Back in 2011, in a wave of woozy post-dubstep emanating from South London and further afield, a handful of music journalists tried to make “nightbus” a thing. The premies of this unimaginatively titled sub-sub-genre was simple – music that would be most at home bleeding into your ear canals from tinny headphones, as you tried not to dribble on the stranger next to you on the nightbus home. Perhaps unsurprisingly, it didn’t really take off.
If The 1975 had released ‘Frail State Of Mind’ back then, it likely would have been lumped with the nightbus tag. The latest taste of ‘Notes On A Conditional Form’, which frontman Matty Healy has previously described as being a “nighttime” record, is prime back-of-the-N29-at-2am listening. It’s a little clubby, like the thump of distant garage ringing in your ears the morning after, but also layered with the same ambient soundscapes of pioneers like Burial and Jon Hopkins. The result is something a little disorientating – much like your head might be as you race through the city in search of the next house party or an excuse to call it quits and crawl into bed.

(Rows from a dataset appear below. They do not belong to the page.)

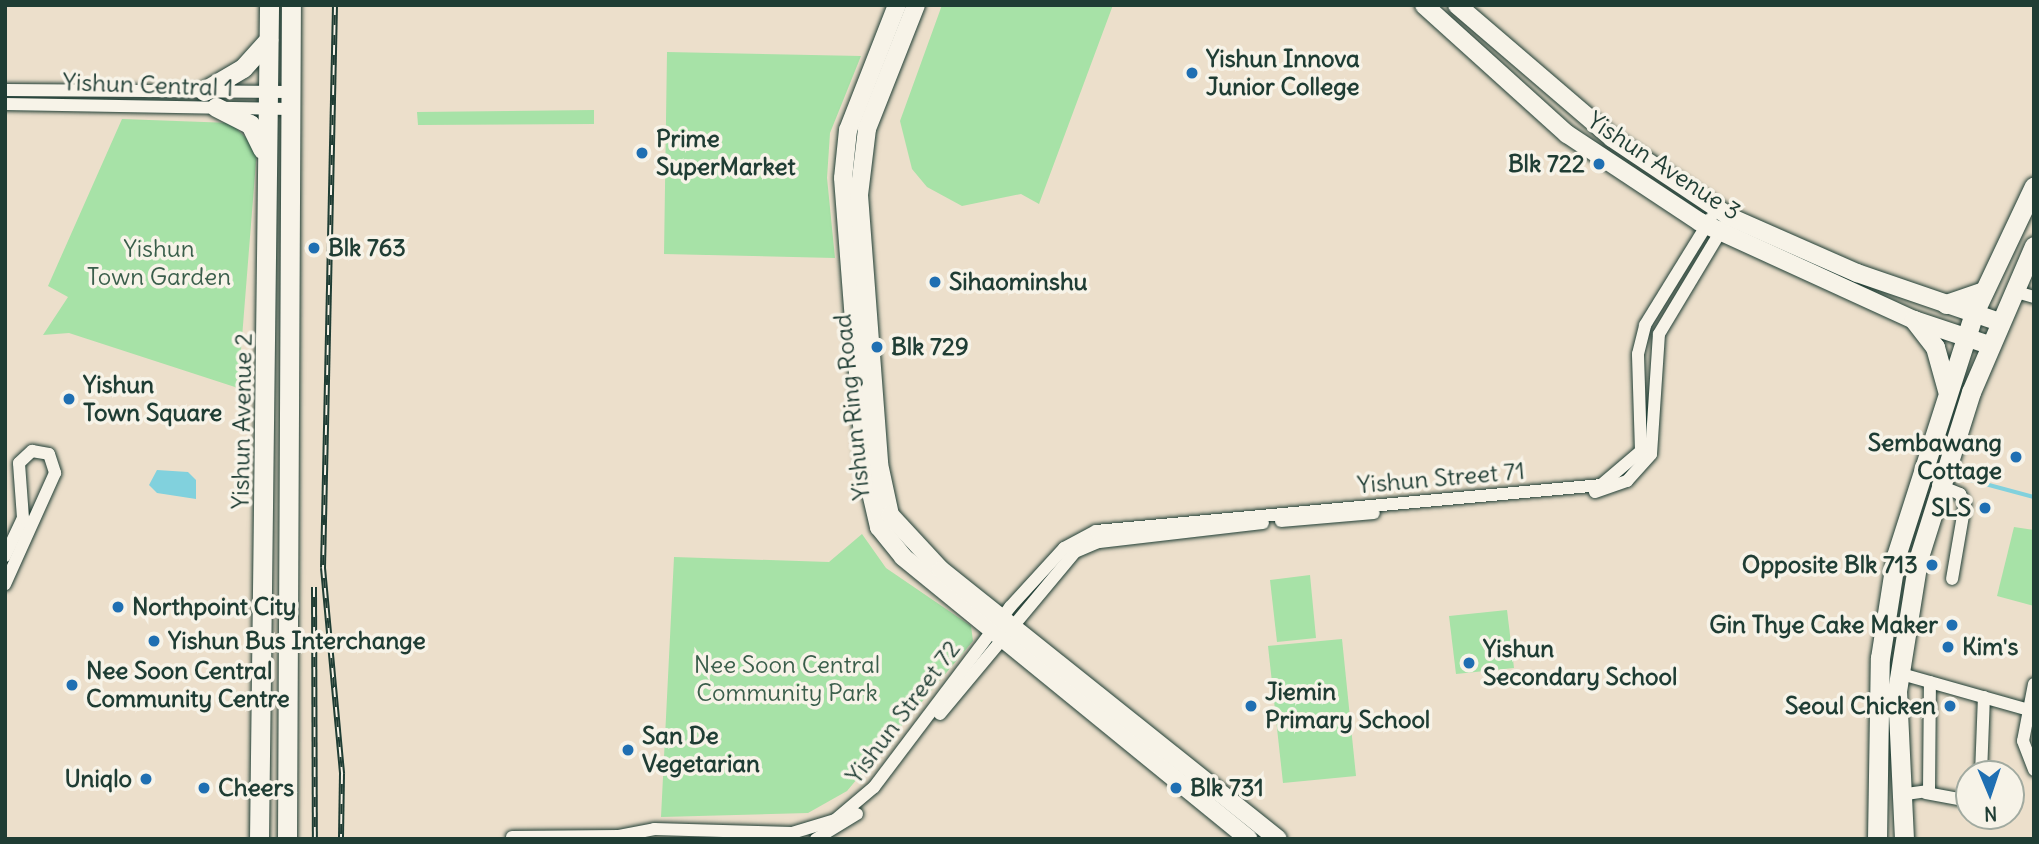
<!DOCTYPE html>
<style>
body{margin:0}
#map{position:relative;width:2039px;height:844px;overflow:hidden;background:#ecdfcb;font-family:Delius,sans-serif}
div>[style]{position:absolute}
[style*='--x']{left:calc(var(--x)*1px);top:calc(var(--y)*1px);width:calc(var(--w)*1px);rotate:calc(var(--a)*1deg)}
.green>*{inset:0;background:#a7e2a7}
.water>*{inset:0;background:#81d1dd}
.stream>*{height:3.5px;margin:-1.75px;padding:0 1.75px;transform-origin:1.75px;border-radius:1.75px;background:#81d1dd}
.roads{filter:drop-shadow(0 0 2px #1f3d34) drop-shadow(0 0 2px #1f3d34)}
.minor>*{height:12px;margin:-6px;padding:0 6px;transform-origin:6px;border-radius:6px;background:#f7f3e8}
.secondary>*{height:18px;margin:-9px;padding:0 9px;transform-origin:9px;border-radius:9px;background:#f7f3e8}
.primary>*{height:19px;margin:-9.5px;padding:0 9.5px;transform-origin:9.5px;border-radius:9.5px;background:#f7f3e8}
.rail>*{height:6px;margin-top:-3px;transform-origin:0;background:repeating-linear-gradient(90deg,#f7f3e8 0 10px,#1f3d34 0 20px);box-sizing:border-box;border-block:2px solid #1f3d34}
.dots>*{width:19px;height:19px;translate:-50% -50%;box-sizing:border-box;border:4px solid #f7f3e8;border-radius:50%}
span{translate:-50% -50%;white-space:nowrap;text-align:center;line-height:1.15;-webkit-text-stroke:7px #f7f3e8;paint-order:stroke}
.poi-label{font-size:24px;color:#1f3d34;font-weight:700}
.left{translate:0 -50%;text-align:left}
.right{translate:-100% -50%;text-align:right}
.street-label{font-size:24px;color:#1f3d34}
.park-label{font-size:24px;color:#3a5e4b}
.frame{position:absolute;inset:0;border:7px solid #1f3d34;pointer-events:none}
.north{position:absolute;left:1955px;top:760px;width:70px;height:70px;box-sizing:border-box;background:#f7f3e8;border:2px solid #a1aaa0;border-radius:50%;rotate:178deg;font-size:19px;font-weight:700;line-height:28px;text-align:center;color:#1f3d34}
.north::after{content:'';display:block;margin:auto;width:24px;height:32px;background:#1f6fb2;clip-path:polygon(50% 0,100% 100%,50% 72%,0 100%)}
</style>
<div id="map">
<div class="green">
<i style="clip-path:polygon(942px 5px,1113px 5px,1039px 204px,1021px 194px,962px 206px,927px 187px,912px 169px,900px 121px)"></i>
<i style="clip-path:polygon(667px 52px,861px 56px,830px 133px,827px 178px,835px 258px,664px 254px)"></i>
<i style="clip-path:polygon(594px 110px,594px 124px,418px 125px,417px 112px)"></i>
<i style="clip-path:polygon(122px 119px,231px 123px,257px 149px,238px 388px,69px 333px,43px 335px,68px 297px,48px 286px)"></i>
<i style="clip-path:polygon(2014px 527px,2034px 530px,2034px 606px,1997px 596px)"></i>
<i style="clip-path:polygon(862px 534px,886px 568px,971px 626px,973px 641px,847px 791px,808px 813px,661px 817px,674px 557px,829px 562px)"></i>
<i style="clip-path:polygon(1310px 575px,1316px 638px,1277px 642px,1270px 580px)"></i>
<i style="clip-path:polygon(1507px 610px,1514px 668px,1456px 674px,1449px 616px)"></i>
<i style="clip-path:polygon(1342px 639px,1356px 776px,1283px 783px,1268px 646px)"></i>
</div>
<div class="water">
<i style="clip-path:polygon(157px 470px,188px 472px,196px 480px,196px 499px,157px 493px,149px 485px)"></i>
</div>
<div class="stream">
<i style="--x:1967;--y:479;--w:69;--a:15"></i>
</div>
<div class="roads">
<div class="minor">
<i style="--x:5;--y:90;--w:285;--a:0.4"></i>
<i style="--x:5;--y:104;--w:285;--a:1"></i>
<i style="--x:2013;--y:291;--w:22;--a:16"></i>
<i style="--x:1938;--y:485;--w:24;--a:22"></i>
<i style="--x:1960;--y:494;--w:11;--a:63"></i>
<i style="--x:1965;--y:504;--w:76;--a:99.8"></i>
<i style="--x:1595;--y:492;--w:34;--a:-19"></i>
<i style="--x:1627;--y:481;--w:36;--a:-48"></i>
<i style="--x:1651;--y:454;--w:120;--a:-86.2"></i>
<i style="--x:1659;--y:334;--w:126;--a:-59"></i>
<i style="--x:1281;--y:521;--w:93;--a:-4.9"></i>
<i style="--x:5;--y:556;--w:42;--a:-64.7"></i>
<i style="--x:23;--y:518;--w:55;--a:-94.2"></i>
<i style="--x:19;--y:463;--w:18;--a:-43"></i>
<i style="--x:32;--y:451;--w:17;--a:10"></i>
<i style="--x:49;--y:454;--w:20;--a:72"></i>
<i style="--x:55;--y:473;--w:122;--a:114.2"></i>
<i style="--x:1898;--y:673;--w:136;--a:15.8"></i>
<i style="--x:2034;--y:684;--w:58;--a:100.9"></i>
<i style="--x:2023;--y:741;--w:31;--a:69"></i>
<i style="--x:940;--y:714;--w:211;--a:-50.2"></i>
<i style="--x:1075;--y:552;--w:26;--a:-23"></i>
<i style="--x:1099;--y:542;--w:165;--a:-6.6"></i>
<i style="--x:1981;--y:774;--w:77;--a:-87.8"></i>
<i style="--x:1926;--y:793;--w:44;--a:10.5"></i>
<i style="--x:1899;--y:795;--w:30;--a:-8"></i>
<i style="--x:1929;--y:791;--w:109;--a:-89.5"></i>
<i style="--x:512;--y:837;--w:107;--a:-0.5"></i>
<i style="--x:619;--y:836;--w:36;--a:-11"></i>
<i style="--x:654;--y:829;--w:138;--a:1.7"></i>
<i style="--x:792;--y:833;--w:45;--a:-16.8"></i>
<i style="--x:835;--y:820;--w:51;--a:-40.2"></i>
<i style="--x:874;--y:787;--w:226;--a:-52.9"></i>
<i style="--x:1010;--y:607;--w:80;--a:-47.5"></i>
<i style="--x:1064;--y:548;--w:36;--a:-28"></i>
<i style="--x:1096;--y:531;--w:507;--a:-5.2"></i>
<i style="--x:1601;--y:485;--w:52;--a:-40.4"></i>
<i style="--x:1641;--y:451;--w:97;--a:-91.8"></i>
<i style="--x:1638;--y:354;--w:30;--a:-76"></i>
<i style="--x:1645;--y:325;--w:126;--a:-58.3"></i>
<i style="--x:816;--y:839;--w:48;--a:-31.4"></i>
</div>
<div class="secondary">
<i style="--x:897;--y:5;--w:134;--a:111.4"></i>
<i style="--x:848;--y:130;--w:48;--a:95.9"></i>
<i style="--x:843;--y:178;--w:290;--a:85.6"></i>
<i style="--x:865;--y:467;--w:62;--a:76.9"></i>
<i style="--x:879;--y:527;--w:38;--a:51"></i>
<i style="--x:903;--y:557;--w:446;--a:39.2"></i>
<i style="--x:916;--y:5;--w:133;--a:111.6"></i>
<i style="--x:867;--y:129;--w:66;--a:96.9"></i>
<i style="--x:859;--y:195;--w:270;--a:85.7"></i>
<i style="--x:879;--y:464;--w:52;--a:77.8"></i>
<i style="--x:890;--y:515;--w:75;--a:47.2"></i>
<i style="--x:941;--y:570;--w:431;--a:38.6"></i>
<i style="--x:1424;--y:5;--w:193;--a:42.1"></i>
<i style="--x:1567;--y:134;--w:159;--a:33.5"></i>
<i style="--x:1700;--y:222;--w:235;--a:24.6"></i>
<i style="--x:1914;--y:320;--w:79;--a:18.4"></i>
<i style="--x:1457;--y:5;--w:204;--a:40.6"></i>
<i style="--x:1612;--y:138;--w:142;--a:33.8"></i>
<i style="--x:1730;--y:217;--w:139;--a:23.8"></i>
<i style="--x:1857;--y:273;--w:150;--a:19"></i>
</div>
<div class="primary">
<i style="--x:204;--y:91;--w:45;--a:-30.5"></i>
<i style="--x:243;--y:68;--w:38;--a:-48"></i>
<i style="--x:216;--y:107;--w:38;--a:27"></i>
<i style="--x:250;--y:124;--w:28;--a:64"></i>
<i style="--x:1946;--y:304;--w:40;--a:-18.9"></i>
<i style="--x:1914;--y:320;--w:34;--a:52"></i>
<i style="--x:1935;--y:347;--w:45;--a:74.4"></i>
<i style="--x:259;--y:839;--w:834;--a:-89.31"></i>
<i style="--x:287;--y:839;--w:834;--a:-89.73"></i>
<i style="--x:1877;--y:839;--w:181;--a:-89.1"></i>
<i style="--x:1880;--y:658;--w:103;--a:-81.1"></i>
<i style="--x:1896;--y:556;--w:255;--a:-72.2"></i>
<i style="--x:1974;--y:313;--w:140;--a:-64.7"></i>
<i style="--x:1904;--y:839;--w:148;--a:-92.7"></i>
<i style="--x:1897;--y:691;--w:133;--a:-80.9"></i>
<i style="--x:1918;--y:560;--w:176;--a:-72.5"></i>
<i style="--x:1971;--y:392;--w:159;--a:-66.7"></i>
</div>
</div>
<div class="rail">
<i style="--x:335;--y:5;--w:563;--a:91.22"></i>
<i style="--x:323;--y:568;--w:207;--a:84.7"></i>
<i style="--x:342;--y:774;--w:65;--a:90.9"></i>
<i style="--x:314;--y:587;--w:252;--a:89.8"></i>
</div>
<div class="dots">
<i style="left:1192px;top:73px;background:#1f6fb2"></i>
<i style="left:642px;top:153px;background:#1f6fb2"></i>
<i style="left:1599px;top:164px;background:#1f6fb2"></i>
<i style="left:314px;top:248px;background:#1f6fb2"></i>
<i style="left:935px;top:282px;background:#1f6fb2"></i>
<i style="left:877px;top:347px;background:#1f6fb2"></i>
<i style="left:69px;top:399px;background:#1f6fb2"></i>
<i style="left:2016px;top:457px;background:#1f6fb2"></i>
<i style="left:1985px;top:508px;background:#1f6fb2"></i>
<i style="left:1932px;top:565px;background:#1f6fb2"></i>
<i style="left:118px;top:607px;background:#1f6fb2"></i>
<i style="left:1952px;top:625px;background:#1f6fb2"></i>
<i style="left:154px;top:641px;background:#1f6fb2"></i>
<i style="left:1948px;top:647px;background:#1f6fb2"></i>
<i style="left:1469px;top:663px;background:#1f6fb2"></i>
<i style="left:72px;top:685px;background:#1f6fb2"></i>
<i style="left:1251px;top:706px;background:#1f6fb2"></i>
<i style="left:1950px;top:706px;background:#1f6fb2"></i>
<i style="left:628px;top:750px;background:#1f6fb2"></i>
<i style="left:146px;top:779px;background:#1f6fb2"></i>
<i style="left:204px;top:788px;background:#1f6fb2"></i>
<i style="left:1176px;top:788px;background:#1f6fb2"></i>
</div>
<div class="poi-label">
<span class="left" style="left:1206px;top:73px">Yishun Innova<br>Junior College</span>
<span class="left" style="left:656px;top:153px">Prime<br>SuperMarket</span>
<span class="right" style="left:1585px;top:164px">Blk 722</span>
<span class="left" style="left:328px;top:248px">Blk 763</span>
<span class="left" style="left:949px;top:282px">Sihaominshu</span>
<span class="left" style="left:891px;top:347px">Blk 729</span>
<span class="left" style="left:83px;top:399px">Yishun<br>Town Square</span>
<span class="right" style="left:2002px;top:457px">Sembawang<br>Cottage</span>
<span class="right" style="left:1971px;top:508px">SLS</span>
<span class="right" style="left:1918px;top:565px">Opposite Blk 713</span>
<span class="left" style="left:132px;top:607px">Northpoint City</span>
<span class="right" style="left:1938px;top:625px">Gin Thye Cake Maker</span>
<span class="left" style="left:168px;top:641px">Yishun Bus Interchange</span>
<span class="left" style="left:1962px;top:647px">Kim's</span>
<span class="left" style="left:1483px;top:663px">Yishun<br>Secondary School</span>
<span class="left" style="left:86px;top:685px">Nee Soon Central<br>Community Centre</span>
<span class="left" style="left:1265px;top:706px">Jiemin<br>Primary School</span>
<span class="right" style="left:1936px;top:706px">Seoul Chicken</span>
<span class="left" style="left:642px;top:750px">San De<br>Vegetarian</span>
<span class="right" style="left:132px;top:779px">Uniqlo</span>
<span class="left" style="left:218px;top:788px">Cheers</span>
<span class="left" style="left:1190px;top:788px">Blk 731</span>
</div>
<div class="street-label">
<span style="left:148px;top:85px;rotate:2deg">Yishun Central 1</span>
<span style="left:1664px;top:166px;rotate:33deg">Yishun Avenue 3</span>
<span style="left:852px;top:407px;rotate:-96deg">Yishun Ring Road</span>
<span style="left:242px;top:421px;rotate:-89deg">Yishun Avenue 2</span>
<span style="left:1441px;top:478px;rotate:-5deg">Yishun Street 71</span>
<span style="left:903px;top:712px;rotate:-53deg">Yishun Street 72</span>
</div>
<div class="park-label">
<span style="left:159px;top:263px">Yishun<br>Town Garden</span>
<span style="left:787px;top:679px">Nee Soon Central<br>Community Park</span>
</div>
<div class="frame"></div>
<div class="north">N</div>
</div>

In Healy’s case, his particular nocturnal state here seems to be set to pranging out. In each of the three verses (there’s no real chorus here), he’s apologetic about his mental state, reassuring the people on the other side of the conversation that he’s gonna dip to “save you time”. It’s in the last verse that we really get into his head though. Everyone else is removed from the dialogue and we’re left with just him and his internal back-and-forth. “What’s your biggest lie?” he asks before his true feelings come tumbling out. “I’m sure that you’re fine/I haven’t felt alright in quite some time/You know they’ll leave if you keep lying.”
Interestingly, Healy’s cadence and flow here is almost exactly the same as on the much brighter and sunnier ‘TOOTIMETOOTIMETOOTIME’. That song’s chorus saw the frontman going round in circles about how many times he’d called another woman. ‘Frail State Of Mind’ opens with him singing about his phone too. “I’m sorry that I missed your call,” he apologises. “I watched it ring/Don’t waste her time.” Could the two tracks be linked by more than just vocal melody and rhythm, but be part of the same storyline?
The 1975’s latest also bears similarities to ‘I Like America And America Likes Me’, the politically-charged track from ‘A Brief Inquiry Into Online Relationships’ in which Healy tackled gun control and “being young in the city”. Part of the latter experience in major metropolitan environments, whether in the UK or abroad, involves fear to some extent – the fear of being shot, stabbed, mugged, assaulted, or other.
It’s unclear exactly why Healy is feeling the way he is in ‘Frail State Of Mind’ or why he “always get[s] this way sometimes”, but, if anything can ruin a good night out or set off a mental collapse, it’s anxiety and dread. In that way, The 1975 have once again made something that speaks very realistically to our modern condition.